# What is expected
Check every line below for the word "OTACÍLIO" and copy the ones that have it.

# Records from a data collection
++++++++++

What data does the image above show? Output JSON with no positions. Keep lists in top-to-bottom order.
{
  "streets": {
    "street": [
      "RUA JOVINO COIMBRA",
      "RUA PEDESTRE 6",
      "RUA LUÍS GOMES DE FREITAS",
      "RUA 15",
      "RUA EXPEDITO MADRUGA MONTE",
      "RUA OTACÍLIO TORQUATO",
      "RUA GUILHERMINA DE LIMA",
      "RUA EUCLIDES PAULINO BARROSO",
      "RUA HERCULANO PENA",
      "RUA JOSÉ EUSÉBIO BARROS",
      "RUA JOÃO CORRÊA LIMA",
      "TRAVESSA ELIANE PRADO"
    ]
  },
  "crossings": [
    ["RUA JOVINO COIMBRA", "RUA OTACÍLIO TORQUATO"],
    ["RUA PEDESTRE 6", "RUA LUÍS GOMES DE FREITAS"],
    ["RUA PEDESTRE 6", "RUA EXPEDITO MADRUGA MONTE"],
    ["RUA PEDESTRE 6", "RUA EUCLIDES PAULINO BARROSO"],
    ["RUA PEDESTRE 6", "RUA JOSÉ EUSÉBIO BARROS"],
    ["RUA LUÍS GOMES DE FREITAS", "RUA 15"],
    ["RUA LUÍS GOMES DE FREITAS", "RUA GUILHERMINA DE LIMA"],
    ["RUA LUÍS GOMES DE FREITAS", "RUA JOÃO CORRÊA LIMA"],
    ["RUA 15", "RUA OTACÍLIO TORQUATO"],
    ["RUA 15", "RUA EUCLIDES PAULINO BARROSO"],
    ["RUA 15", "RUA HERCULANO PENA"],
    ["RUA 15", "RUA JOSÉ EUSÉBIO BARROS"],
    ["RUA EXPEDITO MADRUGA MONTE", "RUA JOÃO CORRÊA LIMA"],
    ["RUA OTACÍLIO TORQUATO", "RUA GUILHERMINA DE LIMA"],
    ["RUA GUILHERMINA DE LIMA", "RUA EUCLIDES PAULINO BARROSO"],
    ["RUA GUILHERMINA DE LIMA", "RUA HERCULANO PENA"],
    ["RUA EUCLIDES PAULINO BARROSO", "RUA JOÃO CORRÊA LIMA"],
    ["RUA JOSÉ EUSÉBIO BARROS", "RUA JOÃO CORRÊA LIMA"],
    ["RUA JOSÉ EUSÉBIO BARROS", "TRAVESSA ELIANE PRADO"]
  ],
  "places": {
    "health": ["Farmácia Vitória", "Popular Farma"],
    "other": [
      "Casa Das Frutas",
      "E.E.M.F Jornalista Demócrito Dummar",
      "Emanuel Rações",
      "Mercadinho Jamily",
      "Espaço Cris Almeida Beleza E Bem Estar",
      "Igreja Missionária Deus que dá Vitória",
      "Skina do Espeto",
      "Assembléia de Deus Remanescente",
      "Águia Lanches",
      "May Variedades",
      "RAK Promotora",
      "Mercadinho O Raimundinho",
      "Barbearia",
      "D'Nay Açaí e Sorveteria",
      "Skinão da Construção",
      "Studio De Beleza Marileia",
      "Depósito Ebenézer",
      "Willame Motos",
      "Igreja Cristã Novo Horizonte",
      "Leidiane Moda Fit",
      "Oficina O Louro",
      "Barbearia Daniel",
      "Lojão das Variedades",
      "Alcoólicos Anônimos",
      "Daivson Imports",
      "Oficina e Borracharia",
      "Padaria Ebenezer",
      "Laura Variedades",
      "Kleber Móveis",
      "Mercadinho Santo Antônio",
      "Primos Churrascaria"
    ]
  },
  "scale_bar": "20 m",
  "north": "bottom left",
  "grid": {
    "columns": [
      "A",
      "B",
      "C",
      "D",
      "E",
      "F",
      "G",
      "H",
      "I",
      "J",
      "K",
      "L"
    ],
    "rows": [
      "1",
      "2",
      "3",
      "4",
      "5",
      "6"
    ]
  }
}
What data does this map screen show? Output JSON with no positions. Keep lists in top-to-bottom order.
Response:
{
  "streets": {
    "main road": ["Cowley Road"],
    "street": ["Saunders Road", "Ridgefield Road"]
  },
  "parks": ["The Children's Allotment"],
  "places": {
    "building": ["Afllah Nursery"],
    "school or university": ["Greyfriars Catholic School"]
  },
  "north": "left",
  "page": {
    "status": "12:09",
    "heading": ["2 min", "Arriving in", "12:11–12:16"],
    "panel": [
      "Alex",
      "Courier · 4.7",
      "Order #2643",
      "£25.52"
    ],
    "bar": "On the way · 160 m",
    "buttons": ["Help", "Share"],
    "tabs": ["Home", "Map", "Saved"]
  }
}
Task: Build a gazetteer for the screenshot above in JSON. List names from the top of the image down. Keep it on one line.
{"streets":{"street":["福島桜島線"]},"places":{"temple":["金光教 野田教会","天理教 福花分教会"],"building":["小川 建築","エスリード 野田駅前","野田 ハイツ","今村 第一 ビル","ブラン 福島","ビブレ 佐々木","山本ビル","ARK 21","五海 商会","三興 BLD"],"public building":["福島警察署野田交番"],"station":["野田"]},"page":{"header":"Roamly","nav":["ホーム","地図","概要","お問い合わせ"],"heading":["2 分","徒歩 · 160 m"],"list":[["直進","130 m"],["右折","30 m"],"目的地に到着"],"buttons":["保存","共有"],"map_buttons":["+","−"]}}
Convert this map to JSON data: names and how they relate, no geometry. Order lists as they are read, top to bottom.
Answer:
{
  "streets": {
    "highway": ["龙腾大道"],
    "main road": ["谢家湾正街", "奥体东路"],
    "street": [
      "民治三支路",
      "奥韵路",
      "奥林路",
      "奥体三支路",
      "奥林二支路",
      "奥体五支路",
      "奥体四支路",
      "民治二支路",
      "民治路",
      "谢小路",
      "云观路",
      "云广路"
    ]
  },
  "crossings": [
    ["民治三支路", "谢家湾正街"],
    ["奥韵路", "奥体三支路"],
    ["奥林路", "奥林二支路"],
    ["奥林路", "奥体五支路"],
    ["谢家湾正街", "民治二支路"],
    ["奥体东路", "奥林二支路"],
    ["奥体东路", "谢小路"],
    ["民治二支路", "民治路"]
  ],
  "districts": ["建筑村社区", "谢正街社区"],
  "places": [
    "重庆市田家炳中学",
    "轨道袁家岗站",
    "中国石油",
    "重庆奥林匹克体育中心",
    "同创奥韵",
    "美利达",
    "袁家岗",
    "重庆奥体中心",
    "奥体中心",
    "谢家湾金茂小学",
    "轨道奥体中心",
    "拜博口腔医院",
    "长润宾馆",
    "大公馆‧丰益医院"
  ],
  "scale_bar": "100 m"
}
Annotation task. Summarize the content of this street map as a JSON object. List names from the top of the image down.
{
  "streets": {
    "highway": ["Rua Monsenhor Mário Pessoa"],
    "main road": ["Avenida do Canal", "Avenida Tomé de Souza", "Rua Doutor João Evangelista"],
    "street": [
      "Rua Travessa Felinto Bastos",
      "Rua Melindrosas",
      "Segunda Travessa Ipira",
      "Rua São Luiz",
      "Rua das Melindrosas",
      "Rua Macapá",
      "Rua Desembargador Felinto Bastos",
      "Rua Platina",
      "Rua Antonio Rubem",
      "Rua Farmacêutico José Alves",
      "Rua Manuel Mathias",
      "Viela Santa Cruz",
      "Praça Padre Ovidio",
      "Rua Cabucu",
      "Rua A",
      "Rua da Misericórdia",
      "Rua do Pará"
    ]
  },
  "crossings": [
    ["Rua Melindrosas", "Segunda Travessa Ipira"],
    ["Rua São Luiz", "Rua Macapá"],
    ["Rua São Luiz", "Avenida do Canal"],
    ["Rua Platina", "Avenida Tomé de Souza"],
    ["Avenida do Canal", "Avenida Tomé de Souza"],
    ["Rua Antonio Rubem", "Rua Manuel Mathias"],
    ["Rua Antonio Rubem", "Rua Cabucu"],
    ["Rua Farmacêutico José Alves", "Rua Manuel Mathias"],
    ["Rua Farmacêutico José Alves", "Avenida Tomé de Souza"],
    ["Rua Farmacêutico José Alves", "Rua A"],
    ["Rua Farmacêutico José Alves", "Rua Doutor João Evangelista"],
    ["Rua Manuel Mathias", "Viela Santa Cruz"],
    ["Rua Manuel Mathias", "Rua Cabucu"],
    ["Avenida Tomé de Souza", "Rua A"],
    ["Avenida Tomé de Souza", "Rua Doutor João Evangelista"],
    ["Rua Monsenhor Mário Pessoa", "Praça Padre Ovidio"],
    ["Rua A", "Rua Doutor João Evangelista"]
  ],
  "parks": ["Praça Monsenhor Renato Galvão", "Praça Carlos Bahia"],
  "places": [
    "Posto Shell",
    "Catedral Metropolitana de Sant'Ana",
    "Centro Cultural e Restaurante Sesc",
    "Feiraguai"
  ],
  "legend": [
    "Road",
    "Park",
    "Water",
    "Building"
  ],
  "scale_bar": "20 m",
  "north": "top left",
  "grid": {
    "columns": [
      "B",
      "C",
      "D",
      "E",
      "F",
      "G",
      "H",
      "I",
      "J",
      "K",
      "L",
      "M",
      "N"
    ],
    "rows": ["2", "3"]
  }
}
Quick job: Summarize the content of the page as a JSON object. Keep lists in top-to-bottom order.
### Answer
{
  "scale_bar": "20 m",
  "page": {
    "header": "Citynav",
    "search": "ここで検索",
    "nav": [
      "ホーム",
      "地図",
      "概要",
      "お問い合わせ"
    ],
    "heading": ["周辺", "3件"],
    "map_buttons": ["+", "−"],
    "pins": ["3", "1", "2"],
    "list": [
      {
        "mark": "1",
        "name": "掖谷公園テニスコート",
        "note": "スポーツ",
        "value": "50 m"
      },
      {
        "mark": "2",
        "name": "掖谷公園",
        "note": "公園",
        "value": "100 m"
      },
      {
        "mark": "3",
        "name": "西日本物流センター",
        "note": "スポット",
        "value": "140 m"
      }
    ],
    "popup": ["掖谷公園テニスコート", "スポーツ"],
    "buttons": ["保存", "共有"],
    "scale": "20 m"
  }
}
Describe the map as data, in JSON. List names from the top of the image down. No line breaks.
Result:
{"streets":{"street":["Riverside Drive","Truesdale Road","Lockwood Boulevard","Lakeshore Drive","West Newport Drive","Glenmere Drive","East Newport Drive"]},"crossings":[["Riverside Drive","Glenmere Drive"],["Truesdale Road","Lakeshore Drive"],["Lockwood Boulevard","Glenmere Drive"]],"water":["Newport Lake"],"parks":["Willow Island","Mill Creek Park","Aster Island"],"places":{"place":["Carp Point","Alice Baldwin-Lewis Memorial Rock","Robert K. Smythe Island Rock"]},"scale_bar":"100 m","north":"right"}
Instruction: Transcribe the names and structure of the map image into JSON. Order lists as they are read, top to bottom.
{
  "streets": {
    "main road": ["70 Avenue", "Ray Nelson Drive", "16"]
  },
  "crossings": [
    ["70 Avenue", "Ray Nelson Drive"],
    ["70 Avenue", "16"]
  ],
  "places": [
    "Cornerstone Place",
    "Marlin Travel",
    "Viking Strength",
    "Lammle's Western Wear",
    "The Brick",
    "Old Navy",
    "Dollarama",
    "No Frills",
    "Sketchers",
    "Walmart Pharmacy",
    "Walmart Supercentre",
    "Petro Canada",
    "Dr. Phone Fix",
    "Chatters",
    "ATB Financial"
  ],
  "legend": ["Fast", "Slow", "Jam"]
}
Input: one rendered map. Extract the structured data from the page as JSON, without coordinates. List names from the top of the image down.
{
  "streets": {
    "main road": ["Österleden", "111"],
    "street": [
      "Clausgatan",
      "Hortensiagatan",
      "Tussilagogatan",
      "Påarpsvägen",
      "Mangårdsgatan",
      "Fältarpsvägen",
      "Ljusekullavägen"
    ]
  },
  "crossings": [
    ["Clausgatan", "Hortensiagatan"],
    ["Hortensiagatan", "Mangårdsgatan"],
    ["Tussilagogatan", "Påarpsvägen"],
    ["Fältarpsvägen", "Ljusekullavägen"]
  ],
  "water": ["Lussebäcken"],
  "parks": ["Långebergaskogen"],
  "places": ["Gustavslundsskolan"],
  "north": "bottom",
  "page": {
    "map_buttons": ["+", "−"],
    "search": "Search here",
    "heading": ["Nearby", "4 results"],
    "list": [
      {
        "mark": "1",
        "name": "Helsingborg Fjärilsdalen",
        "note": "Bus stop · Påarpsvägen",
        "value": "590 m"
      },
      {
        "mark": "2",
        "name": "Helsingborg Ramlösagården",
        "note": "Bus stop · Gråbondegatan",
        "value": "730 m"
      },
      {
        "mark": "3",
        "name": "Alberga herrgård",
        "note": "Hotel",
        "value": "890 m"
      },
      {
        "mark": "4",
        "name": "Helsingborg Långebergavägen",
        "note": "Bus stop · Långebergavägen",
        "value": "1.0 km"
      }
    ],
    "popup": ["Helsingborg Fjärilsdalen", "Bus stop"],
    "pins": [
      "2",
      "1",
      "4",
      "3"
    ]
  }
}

++++++++++

# Task answer
      "RUA OTACÍLIO TORQUATO",
    ["RUA JOVINO COIMBRA", "RUA OTACÍLIO TORQUATO"],
    ["RUA 15", "RUA OTACÍLIO TORQUATO"],
    ["RUA OTACÍLIO TORQUATO", "RUA GUILHERMINA DE LIMA"],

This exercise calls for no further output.